━━━ THE RECORDS

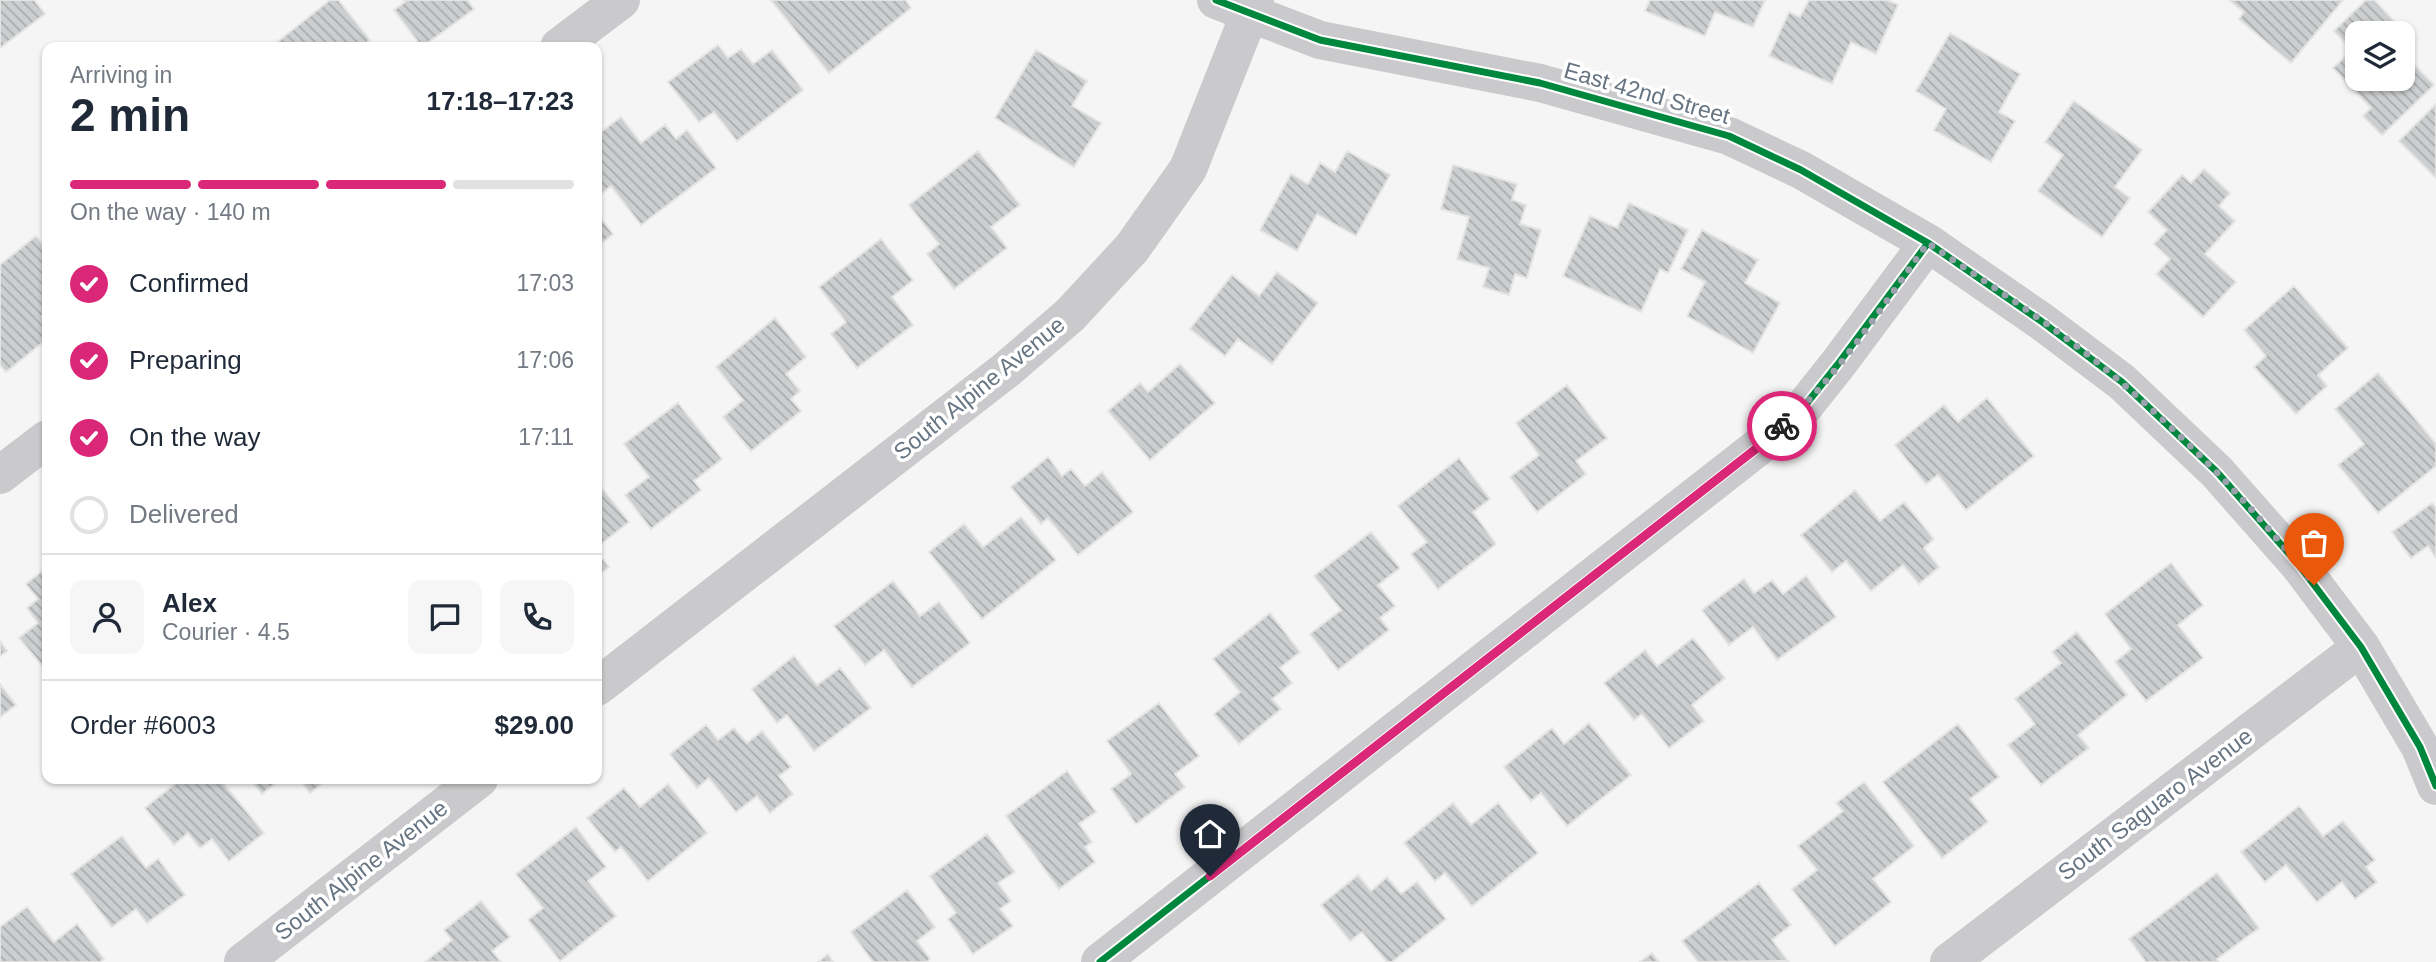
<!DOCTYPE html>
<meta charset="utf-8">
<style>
:root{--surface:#fff;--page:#f6f6f7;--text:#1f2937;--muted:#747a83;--line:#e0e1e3;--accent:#db2777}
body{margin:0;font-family:Helvetica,sans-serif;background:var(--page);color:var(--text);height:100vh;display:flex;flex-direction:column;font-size:26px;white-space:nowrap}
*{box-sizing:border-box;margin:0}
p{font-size:23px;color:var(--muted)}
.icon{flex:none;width:38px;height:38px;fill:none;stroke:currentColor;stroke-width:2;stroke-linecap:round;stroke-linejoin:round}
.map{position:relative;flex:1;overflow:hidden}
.sheet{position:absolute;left:42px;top:42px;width:560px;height:742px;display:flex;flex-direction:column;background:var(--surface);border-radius:14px;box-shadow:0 2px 5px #0004}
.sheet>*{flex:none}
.buttons{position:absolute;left:2345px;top:21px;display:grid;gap:14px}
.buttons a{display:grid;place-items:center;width:70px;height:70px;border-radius:14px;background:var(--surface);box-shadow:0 2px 5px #0004;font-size:35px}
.pin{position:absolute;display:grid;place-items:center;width:60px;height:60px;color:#fff;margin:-72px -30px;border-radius:50% 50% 50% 0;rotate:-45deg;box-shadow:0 0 7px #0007}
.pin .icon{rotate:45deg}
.courier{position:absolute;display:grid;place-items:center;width:70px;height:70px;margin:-35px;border:5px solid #db2777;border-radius:50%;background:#fff;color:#222;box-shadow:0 2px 9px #0007}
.overview em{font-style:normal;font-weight:700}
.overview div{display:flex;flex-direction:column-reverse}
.overview{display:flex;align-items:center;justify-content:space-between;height:119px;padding:0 28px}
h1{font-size:46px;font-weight:700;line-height:52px}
.bar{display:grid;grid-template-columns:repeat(4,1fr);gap:10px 7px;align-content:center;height:84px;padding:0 28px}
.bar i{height:9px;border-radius:5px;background:var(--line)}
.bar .active{background:var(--accent)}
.bar p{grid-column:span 4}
.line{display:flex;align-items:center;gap:18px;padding:0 28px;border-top:2px solid var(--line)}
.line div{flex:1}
.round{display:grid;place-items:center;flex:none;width:74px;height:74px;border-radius:14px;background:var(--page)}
ol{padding:0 28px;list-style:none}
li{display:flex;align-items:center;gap:21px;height:77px}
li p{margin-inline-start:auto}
li .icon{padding:7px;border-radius:50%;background:var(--accent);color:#fff;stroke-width:4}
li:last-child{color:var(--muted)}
li i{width:38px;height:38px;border:4px solid var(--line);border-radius:50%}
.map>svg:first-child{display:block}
.building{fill:url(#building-back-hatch);stroke:#e4e4e4;stroke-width:2}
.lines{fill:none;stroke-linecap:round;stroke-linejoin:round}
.minor{stroke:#cacacc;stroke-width:38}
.cycleway-casing{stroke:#fff;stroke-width:11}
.cycleway{stroke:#00873e;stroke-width:7}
.done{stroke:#99a2ab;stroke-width:7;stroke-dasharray:0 12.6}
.route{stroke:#db2777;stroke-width:9}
.labels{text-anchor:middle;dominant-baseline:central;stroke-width:7;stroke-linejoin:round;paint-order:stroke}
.street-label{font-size:23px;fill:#677583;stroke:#fff}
</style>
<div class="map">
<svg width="2436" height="962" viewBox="0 0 2436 962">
<defs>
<pattern id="building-back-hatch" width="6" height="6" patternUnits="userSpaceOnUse" patternTransform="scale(1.75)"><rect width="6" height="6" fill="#cccecf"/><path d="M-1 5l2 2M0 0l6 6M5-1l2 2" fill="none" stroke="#a9acad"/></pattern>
</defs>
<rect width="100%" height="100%" fill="#f5f5f5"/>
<path class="building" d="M0 0H34L45 14 0 48Z
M330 0H338L370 40 361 47H271Z
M403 0H467L474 9 422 47 394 10 405 2Z
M771 0H905L911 8 829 73Z
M1650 0H1765L1753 27 1715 12 1705 36 1645 11Z
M1809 0H1887L1898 5 1876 54 1851 42 1832 84 1769 56 1789 12 1800 17Z
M2229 0H2343L2291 63 2239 19 2244 12Z
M2366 0H2374L2412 40 2403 48V33H2357V79H2403V53L2434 85 2382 135 2363 116 2371 108 2333 68 2352 50 2334 31Z
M1950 33 2020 74 1999 112 2015 121 1991 162 1934 130 1946 109 1916 91Z
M718 45 728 58 741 49 753 64 772 50 803 90 737 141 714 112 699 122 668 82Z
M1036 50 1087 81 1072 106 1101 123 1074 167 995 118Z
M2074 101 2142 150 2115 187 2130 198 2102 237 2038 191 2063 155 2045 142Z
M2436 104V178L2399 141Z
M621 117 641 143 665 125 676 139 687 130 716 168 641 225 611 186 600 195 597 191V135Z
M978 151 1020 205 991 227 1007 248 954 289 927 254 939 244 909 205Z
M1347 151 1390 175 1356 236 1317 214 1297 251 1260 230 1291 174 1308 184 1320 163 1335 172Z
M1453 165 1517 184 1512 200 1526 205 1520 224 1541 230 1527 278 1515 274 1509 295 1483 287 1489 268 1457 259 1469 217 1441 209Z
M2204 169 2230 193 2219 206 2235 221 2205 254 2236 282 2203 317 2156 274 2170 259 2154 244 2167 230 2148 212 2182 175 2191 183Z
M1629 203 1688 230 1668 273 1660 269 1641 312 1563 276 1590 216 1617 228Z
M597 213 613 234 597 247Z
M1702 230 1758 260 1745 283 1780 303 1753 353 1687 316 1705 282 1681 269Z
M36 236 47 250V311L42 316 47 322V339L6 372 0 365V265Z
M881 239 913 280 892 297 913 325 857 368 831 334 846 322 819 287Z
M1277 272 1318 303 1272 364 1238 339 1225 356 1190 329 1232 275 1259 296Z
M2294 286 2348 348 2318 375 2327 386 2296 414 2254 367 2266 356 2244 330Z
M775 318 806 357 786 374 800 391 791 399 801 411 751 451 723 417 743 400 716 367Z
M1180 364 1215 403 1150 460 1108 411 1140 383 1148 392Z
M2378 373 2436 444V466L2378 513 2338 465 2364 444 2335 409Z
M1567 385 1607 438 1576 461 1586 474 1537 512 1510 477 1539 455 1516 423Z
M1987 398 2034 456 1966 510 1938 475 1926 484 1895 445 1944 405 1958 422Z
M678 403 722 459 694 481 701 490 651 529 625 495 649 477 624 444Z
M1048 457 1062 476 1071 469 1085 486 1102 472 1133 512 1078 555 1048 518 1041 524 1011 487Z
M1459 458 1490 499 1473 512 1496 544 1438 589 1411 554 1427 542 1398 506Z
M597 482 629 522 597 547Z
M1855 490 1880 521 1904 502 1934 539 1924 548 1939 567 1919 584 1903 565 1871 591 1846 561 1832 572 1801 535Z
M2432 503 2436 508V558L2428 546 2411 558 2392 532Z
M1021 517 1056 560 982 619 929 552 964 524 983 547Z
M1371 532 1400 568 1378 585 1395 606 1380 618 1389 630 1338 670 1310 634 1341 610 1314 576Z
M597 552 609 567 597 576Z
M2171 563 2203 605 2178 625 2203 658 2146 701 2115 662 2131 649 2105 614Z
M47 567V672L19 638 38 623 27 608 38 599 26 584Z
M1806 576 1836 617 1777 660 1753 627 1729 645 1702 610 1744 579 1754 593 1772 580 1783 594Z
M893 581 920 616 939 602 970 643 912 687 884 650 865 665 834 626Z
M1270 613 1300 652 1280 668 1292 683 1272 699 1281 709 1239 744 1214 714 1240 692 1213 659Z
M2077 632 2127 695 2078 735 2089 748 2041 785 2008 745 2035 724 2015 699 2061 663 2052 652Z
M1693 638 1725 678 1692 705 1704 721 1669 748 1642 714 1634 720 1604 683 1645 650 1657 666Z
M0 641 7 651 0 656Z
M794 656 817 685 840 668 871 708 814 751 787 715 777 723 752 689Z
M0 684 16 705 0 717Z
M1159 703 1199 756 1175 774 1185 787 1136 824 1111 789 1131 774 1107 741Z
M1589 723 1631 775 1567 826 1541 793 1531 801 1504 767 1552 728 1564 744Z
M1958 724 1999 777 1970 799 1988 822 1942 858 1883 782Z
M706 725 718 740 734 728 747 743 762 731 791 767 779 776 793 794 770 813 757 796 736 812 709 778 697 788 670 754Z
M1067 771 1096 812 1079 824 1092 842 1085 847 1095 862 1059 889 1006 816Z
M181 779H220L264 833 229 861 212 839 200 848 188 833 174 845 145 808Z
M250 779H281L262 794Z
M299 779H328L310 793Z
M1864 782 1914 846 1873 879 1891 902 1835 946 1792 889 1817 870 1798 846 1843 811 1836 803Z
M668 784 707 833 648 881 621 847 615 852 587 818 624 788 640 807Z
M1453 803 1471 825 1498 803 1538 853 1472 906 1445 873 1435 881 1404 843Z
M2299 806 2323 836 2343 821 2375 860 2366 867 2377 882 2355 899 2342 882 2317 902 2286 865 2265 882 2241 852Z
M576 827 606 867 588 881 616 916 560 961 528 920 543 908 516 874Z
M987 834 1015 872 998 883 1011 901 1000 909 1013 926 973 954 948 919 956 913 930 876Z
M122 836 146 868 158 859 185 895 147 923 136 909 112 927 71 874Z
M2217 873 2259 928 2217 959 2219 962H2146L2129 939Z
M1358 875 1371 891 1387 877 1401 894 1417 882 1446 919 1392 962H1387L1362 932 1350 941 1321 905Z
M1759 883 1791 925 1772 940 1788 961 1698 962 1682 941Z
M907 890 935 927 917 941 930 959 927 962H873L851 932Z
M481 901 510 937 492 951 501 962H425L452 940 444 930Z
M27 907 54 942 77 924 104 959 100 962H0V927Z
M1652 953 1659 962H1640Z
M828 954 833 962H818Z"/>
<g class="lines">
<path class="minor" d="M1216 0 1320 40 1540 83 1729 136 1801 170 1928 243 2041 321 2122 382 2217 472 2299 565 2361 647 2420 747 2436 786
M559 47 621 0
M0 475 47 439
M597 687 1006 370 1070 315 1132 248 1188 169 1255 0
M243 962 479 779
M1100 962 1757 448 1803 408 1838 364 1928 243
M1949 962 2361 647"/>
<g class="cycleway-casing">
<path id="cycleway" d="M1216 0 1320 40 1540 83 1729 136 1801 170 1928 243 2041 321 2122 382 2217 472 2299 565 2361 647 2420 747 2436 786
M1100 962 1757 448 1803 408 1838 364 1928 243"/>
</g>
<use href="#cycleway" class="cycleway"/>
</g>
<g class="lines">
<path class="done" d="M1782 426C1839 376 1883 304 1928 243 1994 288 2063 331 2123 384 2192 444 2259 512 2314 585"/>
<path class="route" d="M1210 876 1757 448 1782 426"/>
</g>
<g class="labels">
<g class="street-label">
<text transform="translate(1647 93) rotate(16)">East 42nd Street</text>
<text transform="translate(979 388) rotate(-39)">South Alpine Avenue</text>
<text transform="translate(2155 804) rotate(-37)">South Saguaro Avenue</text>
<text transform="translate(361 870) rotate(-38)">South Alpine Avenue</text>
</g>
</g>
</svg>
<div class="buttons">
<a><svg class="icon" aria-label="layers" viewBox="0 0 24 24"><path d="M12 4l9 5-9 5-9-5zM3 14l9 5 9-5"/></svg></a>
</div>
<div class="pin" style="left:2314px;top:585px;background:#ea580c"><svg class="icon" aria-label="bag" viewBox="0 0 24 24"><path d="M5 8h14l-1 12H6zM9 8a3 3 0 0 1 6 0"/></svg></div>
<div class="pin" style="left:1210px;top:876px;background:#1f2937"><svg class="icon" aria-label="home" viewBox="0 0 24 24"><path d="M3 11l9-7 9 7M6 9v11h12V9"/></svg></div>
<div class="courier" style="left:1782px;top:426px"><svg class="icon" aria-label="bike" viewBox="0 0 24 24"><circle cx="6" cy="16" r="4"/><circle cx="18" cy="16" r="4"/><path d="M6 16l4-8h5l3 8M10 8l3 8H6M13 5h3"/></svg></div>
<section class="sheet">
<div class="overview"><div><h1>2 min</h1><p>Arriving in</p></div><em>17:18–17:23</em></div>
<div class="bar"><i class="active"></i><i class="active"></i><i class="active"></i><i></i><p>On the way · 140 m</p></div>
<ol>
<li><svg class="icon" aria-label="check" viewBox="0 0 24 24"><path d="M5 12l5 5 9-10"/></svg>Confirmed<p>17:03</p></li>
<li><svg class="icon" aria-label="check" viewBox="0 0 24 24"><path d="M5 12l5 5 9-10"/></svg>Preparing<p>17:06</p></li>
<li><svg class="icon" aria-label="check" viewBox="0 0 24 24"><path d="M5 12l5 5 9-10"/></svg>On the way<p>17:11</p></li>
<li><i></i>Delivered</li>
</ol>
<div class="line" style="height:126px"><a class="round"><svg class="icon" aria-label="person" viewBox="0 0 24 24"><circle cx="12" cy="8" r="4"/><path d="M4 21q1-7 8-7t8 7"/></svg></a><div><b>Alex</b><p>Courier · 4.5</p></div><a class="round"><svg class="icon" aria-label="chat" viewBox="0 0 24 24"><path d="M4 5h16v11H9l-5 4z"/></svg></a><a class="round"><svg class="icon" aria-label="phone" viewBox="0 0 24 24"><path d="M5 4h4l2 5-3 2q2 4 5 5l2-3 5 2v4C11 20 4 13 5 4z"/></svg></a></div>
<div class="line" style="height:91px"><div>Order #6003</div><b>$29.00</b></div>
</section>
</div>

━━━━━━

Output exactly the lines from the one containing "<li><i></i>Delivered</li>" through the last line of the entries, both ends included.

> [SOLUTION]
<li><i></i>Delivered</li>
</ol>
<div class="line" style="height:126px"><a class="round"><svg class="icon" aria-label="person" viewBox="0 0 24 24"><circle cx="12" cy="8" r="4"/><path d="M4 21q1-7 8-7t8 7"/></svg></a><div><b>Alex</b><p>Courier · 4.5</p></div><a class="round"><svg class="icon" aria-label="chat" viewBox="0 0 24 24"><path d="M4 5h16v11H9l-5 4z"/></svg></a><a class="round"><svg class="icon" aria-label="phone" viewBox="0 0 24 24"><path d="M5 4h4l2 5-3 2q2 4 5 5l2-3 5 2v4C11 20 4 13 5 4z"/></svg></a></div>
<div class="line" style="height:91px"><div>Order #6003</div><b>$29.00</b></div>
</section>
</div>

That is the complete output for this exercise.